Similar to the extended stay segment, economy and midscale hotels held up better through the pandemic and have recovered faster than urban or group oriented hotels.  Alongside their strategic alternatives announcement, CorePoint updated us on the performance of their hotels in the second quarter:
It's not an apples-to-apples comparison since CPLG has sold off a number of lower RevPAR hotels since 2019, but here's a snip from the Q2 2019 earnings release, so business is either back to 2019 levels or at least near it.

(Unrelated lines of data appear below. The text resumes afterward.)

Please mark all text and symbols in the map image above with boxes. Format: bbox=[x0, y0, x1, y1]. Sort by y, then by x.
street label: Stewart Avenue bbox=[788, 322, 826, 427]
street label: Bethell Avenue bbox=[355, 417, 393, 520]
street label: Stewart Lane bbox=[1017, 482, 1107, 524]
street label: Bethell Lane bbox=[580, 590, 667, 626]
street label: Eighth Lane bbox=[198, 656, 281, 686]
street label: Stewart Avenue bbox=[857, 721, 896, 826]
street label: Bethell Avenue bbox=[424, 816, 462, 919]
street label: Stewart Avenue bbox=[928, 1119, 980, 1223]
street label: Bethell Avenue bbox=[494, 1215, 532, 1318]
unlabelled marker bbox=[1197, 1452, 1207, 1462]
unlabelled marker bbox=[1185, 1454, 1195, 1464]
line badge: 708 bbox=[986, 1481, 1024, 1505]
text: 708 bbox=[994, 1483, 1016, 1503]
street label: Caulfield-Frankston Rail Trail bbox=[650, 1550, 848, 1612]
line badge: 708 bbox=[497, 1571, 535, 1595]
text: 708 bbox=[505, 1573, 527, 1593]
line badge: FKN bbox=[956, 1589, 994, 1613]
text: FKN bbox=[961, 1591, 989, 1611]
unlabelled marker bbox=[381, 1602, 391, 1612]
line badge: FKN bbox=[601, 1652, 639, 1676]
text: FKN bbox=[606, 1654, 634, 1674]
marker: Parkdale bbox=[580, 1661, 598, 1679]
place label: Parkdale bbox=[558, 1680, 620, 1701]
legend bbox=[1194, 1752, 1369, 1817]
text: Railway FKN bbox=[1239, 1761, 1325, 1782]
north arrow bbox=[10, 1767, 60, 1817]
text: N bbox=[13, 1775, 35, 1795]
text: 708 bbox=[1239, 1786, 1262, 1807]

Blackstone owns 30% of CorePoint, a legacy of taking LaQuinta private in 2006 and public again in 2014.  Blackstone is obviously a big real estate investor and recently partnered with Starwood in a club deal to buy out Extended Stay America (STAY), maybe they'd do something similar here as CorePoint's hotels serve a similar segment (but clearly without the franchise business like STAY) and select-service hotels could over time look more like extended stay models with less than daily cleaning, etc., driving higher margins.

I'm a little gun-shy on putting a target price on CPLG, the stock price has run significantly and I still have mental scars from my last go around, but to a private buyer who can detach the management contract, it could be worth a decent amount more than where it is trading today at $13.75.  A 9% 2019 Hotel EBITDA (my number could be flawed) cap rate would be around $18 and would still be a lower valuation than where they've been selling their lower quality assets during a pandemic, maybe that's too high, but shouldn't be too far out of reasonableness.